An ultra sensitive method for arsenic (As) speciation analysis based on selective hydride generation (HG) with preconcentration by cryotrapping (CT) and inductively coupled plasma- mass spectrometry (ICP-MS) detection is presented. Determination of valence of the As species is performed by selective HG without prereduction (trivalent species only) or with L-cysteine prereduction (sum of tri- and pentavalent species). Methylated species are resolved on the basis of thermal desorption of formed methyl substituted arsines after collection at -196°C. Limits of detection of 3.4, 0.04, 0.14 and 0.10 pg mL-1 (ppt) were achieved for inorganic As, mono-, di- and trimethylated species, respectively, from a 500 μL sample.
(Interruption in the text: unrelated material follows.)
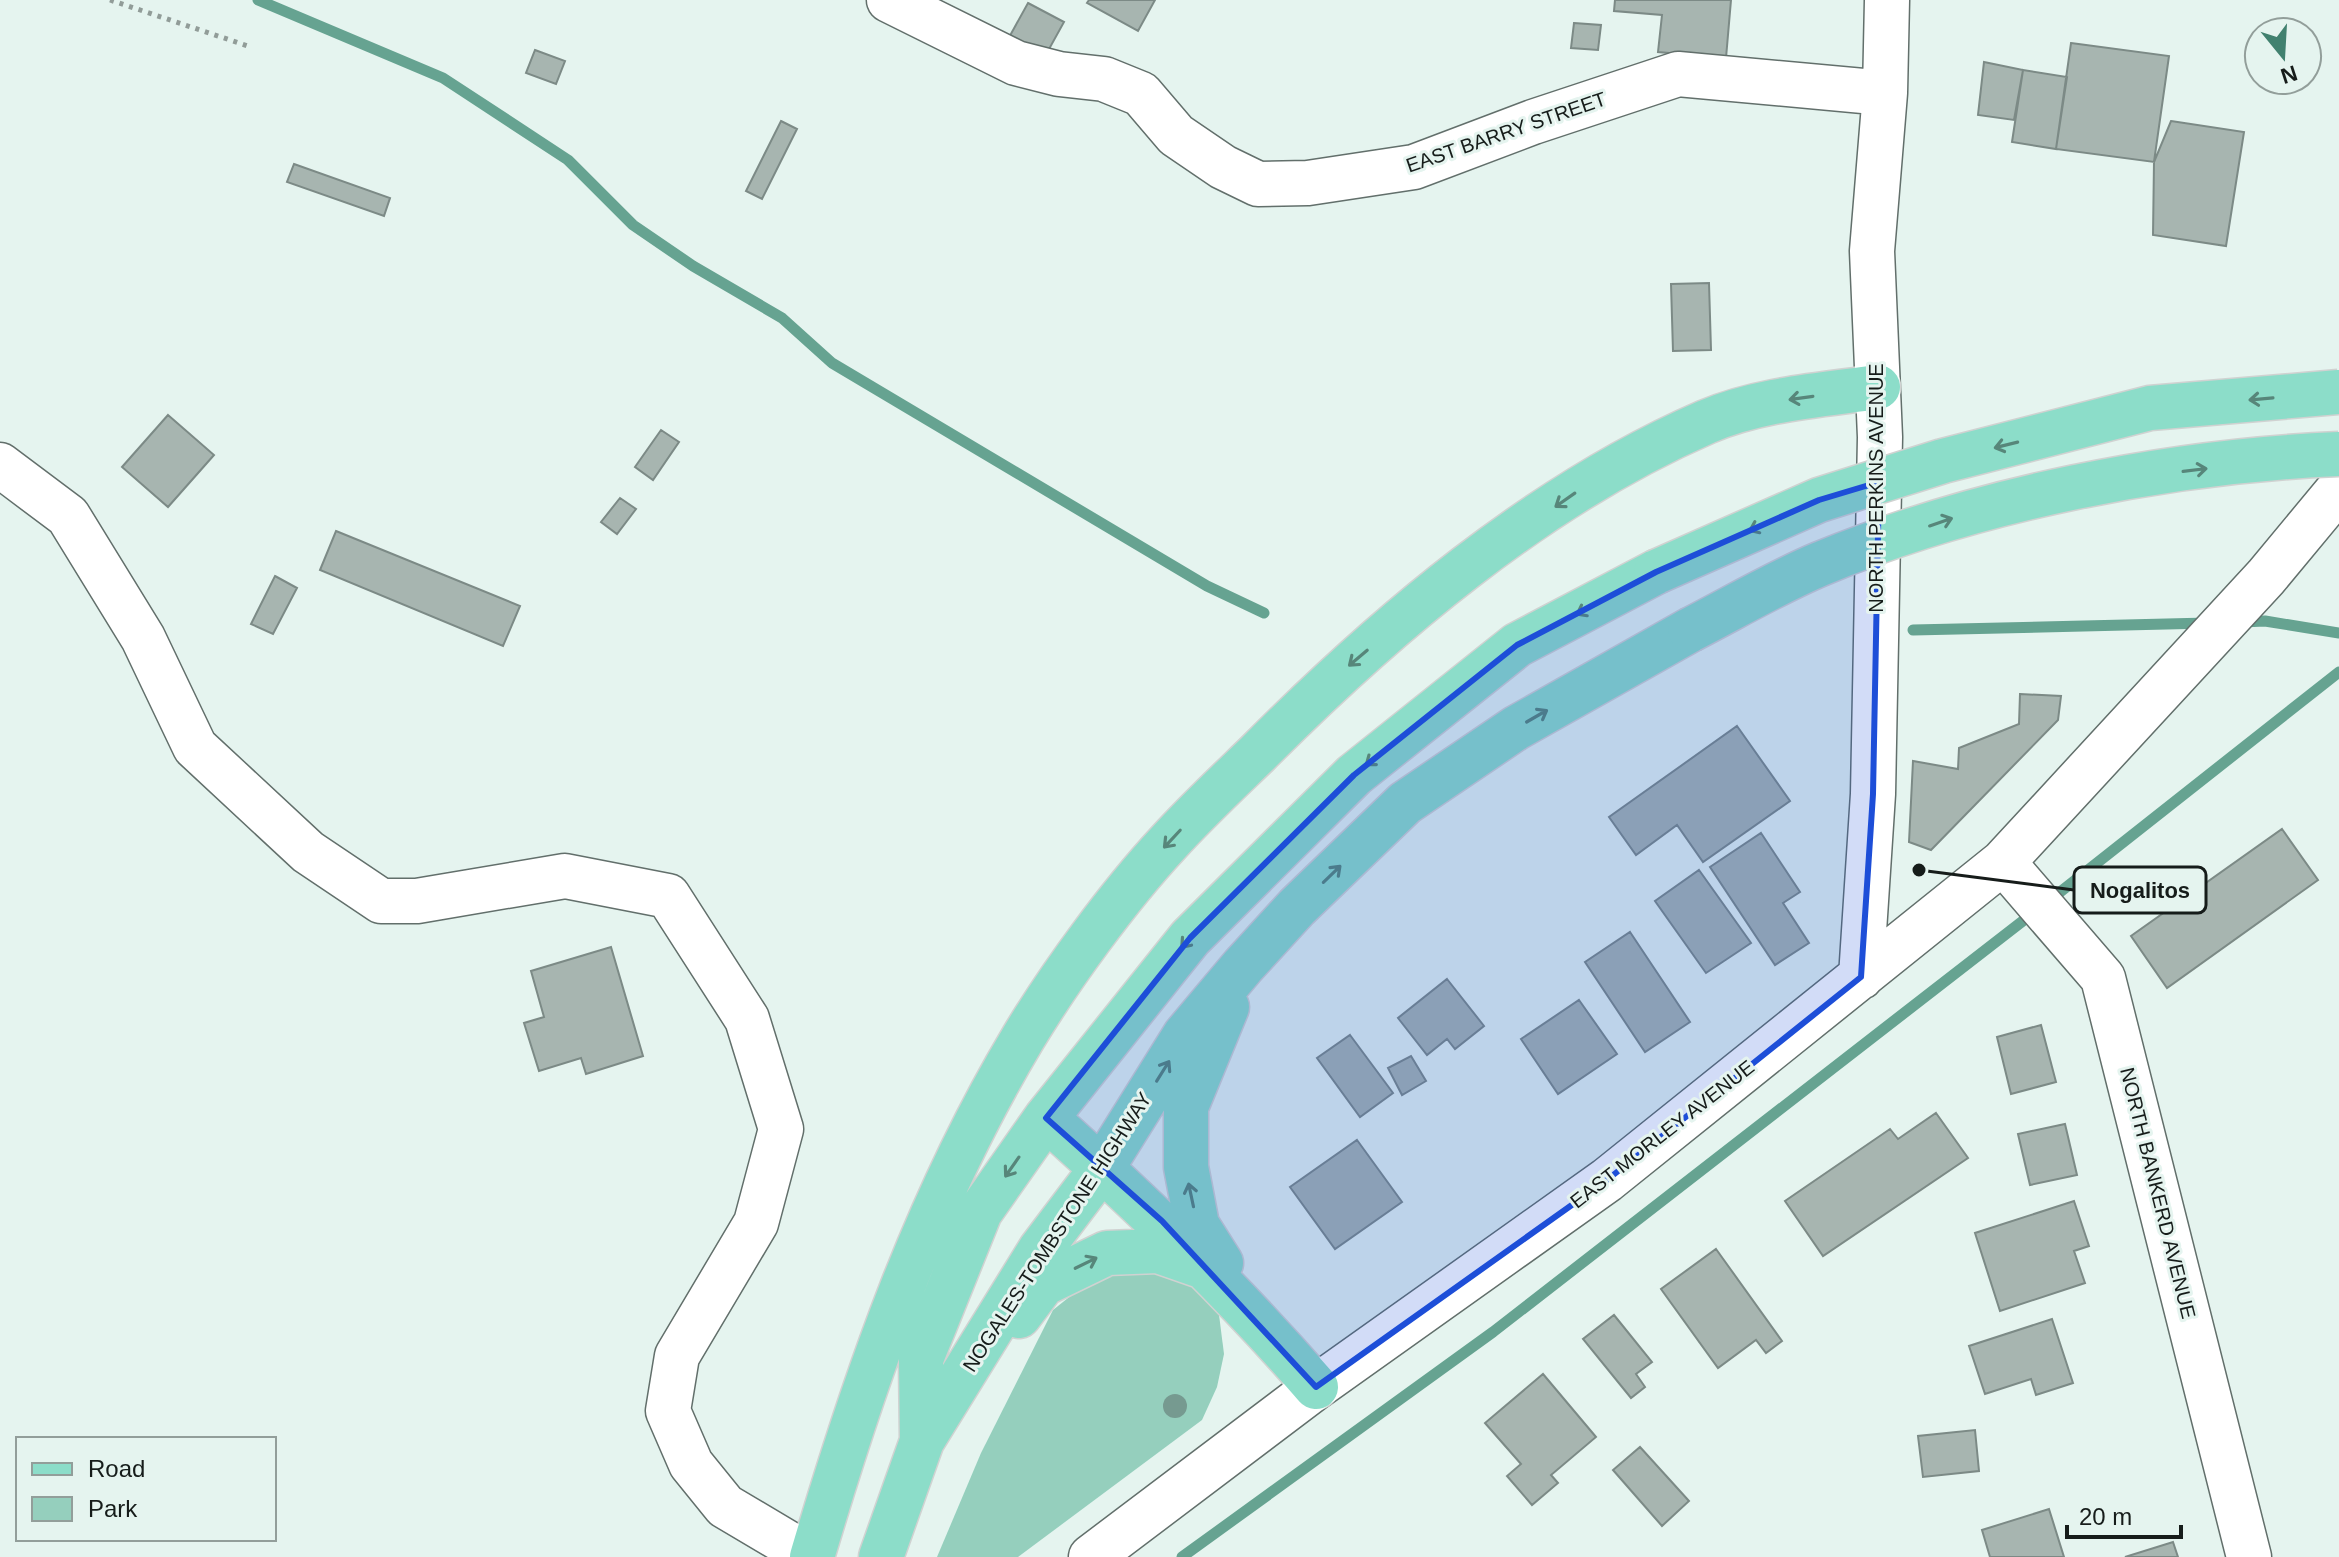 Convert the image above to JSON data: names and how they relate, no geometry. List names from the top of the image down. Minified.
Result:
{"streets":{"main road":["NOGALES-TOMBSTONE HIGHWAY"],"street":["EAST BARRY STREET","NORTH PERKINS AVENUE","EAST MORLEY AVENUE","NORTH BANKERD AVENUE"]},"crossings":[["EAST BARRY STREET","NORTH PERKINS AVENUE"],["NORTH PERKINS AVENUE","EAST MORLEY AVENUE"],["EAST MORLEY AVENUE","NORTH BANKERD AVENUE"]],"places":["Nogalitos"],"legend":["Road","Park"],"scale_bar":"20 m","north":"bottom"}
Speciation analysis of river water (NRC SLRS-4 and SLRS-5) and sea water (NRC CASS-4, CASS-5 and NASS-5) reference materials certified to contain 0.4 to 1.3 ng mL-1 total As was performed. The concentrations of methylated As species in tens of pg mL-1 range obtained by HG-CT-ICP-MS systems in three laboratories were in excellent agreement and compared well with results of HG-CT-atomic absorption spectrometry and anion exchange liquid chromatography- ICP-MS; sums of detected species agreed well with the certified total As content. HG-CT-ICP-MS method was successfully used for analysis of microsamples of exfoliated bladder epithelial cells isolated from human urine. Here, samples of lysates of 25 to 550 thousand cells contained typically tens pg up to ng of iAs species and from single to hundreds pg of methylated species, well within detection power of the presented method. A significant portion of As in the cells was found in the form of the highly toxic trivalent species.